(Beginning of Data provided)

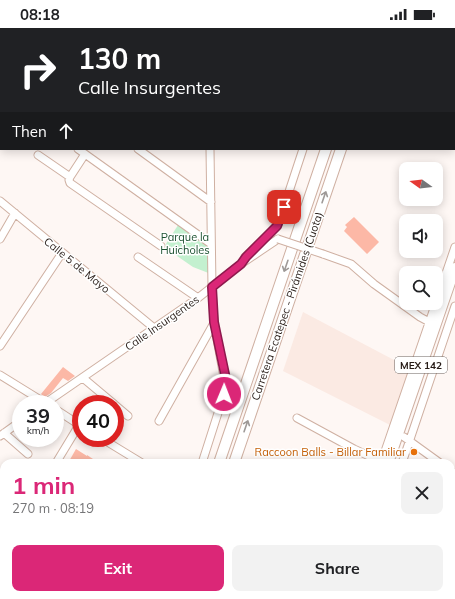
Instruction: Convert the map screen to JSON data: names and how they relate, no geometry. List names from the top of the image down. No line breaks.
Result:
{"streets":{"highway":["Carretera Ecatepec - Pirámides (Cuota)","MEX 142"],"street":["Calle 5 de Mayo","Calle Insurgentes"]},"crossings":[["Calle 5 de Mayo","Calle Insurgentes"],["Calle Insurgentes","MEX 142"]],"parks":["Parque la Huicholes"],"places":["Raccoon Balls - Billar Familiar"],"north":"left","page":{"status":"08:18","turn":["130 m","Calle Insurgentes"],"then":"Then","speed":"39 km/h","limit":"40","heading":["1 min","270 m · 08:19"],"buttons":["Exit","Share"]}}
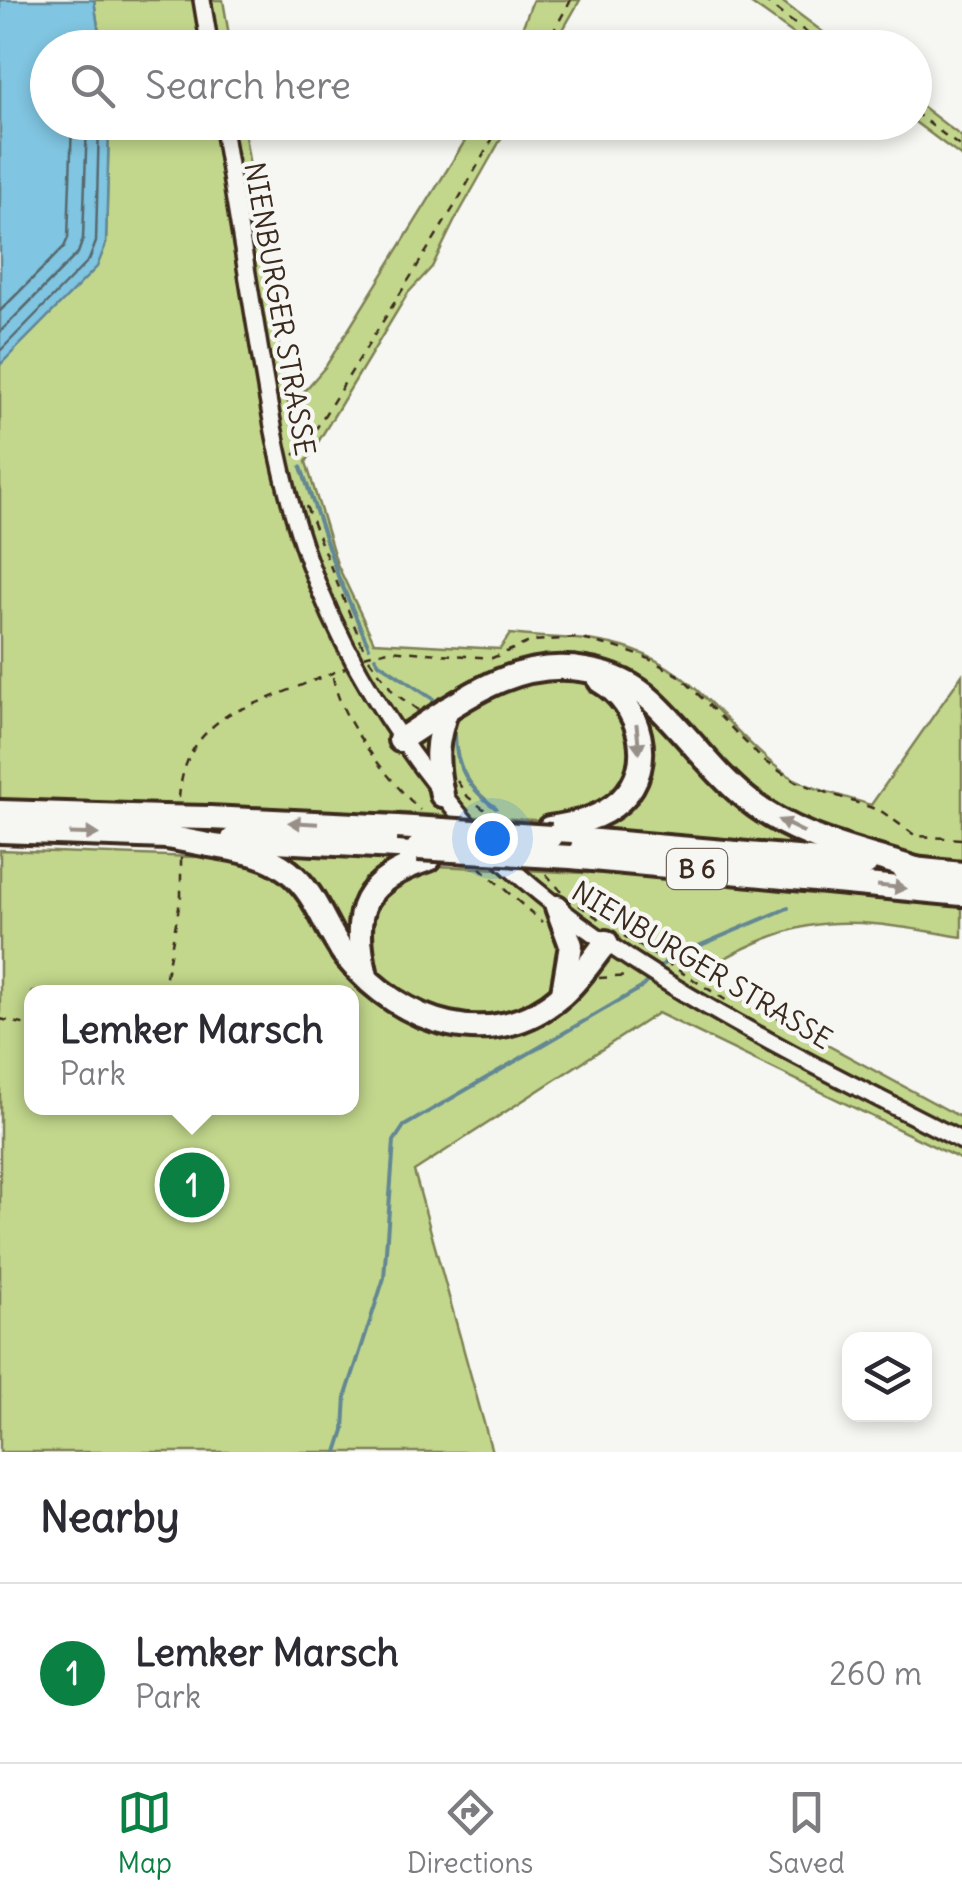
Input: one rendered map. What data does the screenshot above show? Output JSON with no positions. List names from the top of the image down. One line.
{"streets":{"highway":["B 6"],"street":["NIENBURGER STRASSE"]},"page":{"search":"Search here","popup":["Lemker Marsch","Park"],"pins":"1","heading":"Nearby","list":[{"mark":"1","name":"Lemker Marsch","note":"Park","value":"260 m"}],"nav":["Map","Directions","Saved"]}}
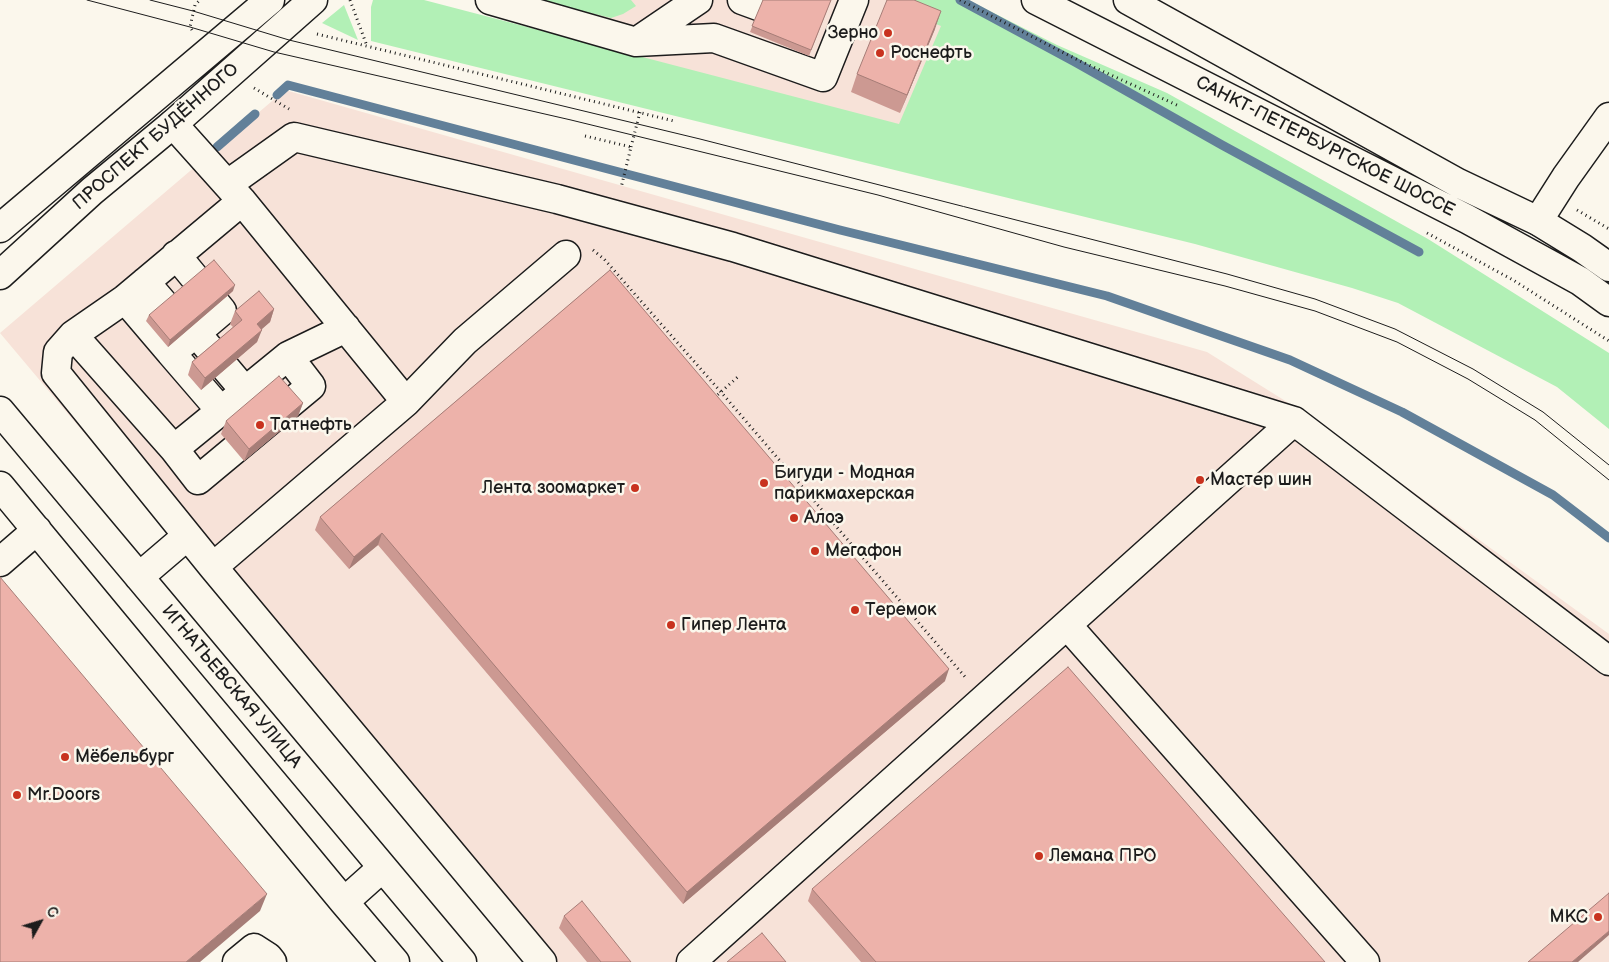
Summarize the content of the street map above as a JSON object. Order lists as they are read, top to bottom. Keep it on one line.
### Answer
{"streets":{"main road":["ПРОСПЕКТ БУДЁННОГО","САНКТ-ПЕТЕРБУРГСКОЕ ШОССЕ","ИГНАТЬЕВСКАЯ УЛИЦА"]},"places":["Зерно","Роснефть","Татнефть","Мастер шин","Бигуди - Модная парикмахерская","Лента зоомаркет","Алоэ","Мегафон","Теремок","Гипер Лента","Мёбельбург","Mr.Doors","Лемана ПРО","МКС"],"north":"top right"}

(End of Data provided)

- Aim of the exercise:
Copy every line that contains "they" from the listing above.

- Response box:
Instruction: Convert the map screen to JSON data: names and how they relate, no geometry. List names from the top of the image down. No line breaks.
Summarize the content of the street map above as a JSON object. Order lists as they are read, top to bottom. Keep it on one line.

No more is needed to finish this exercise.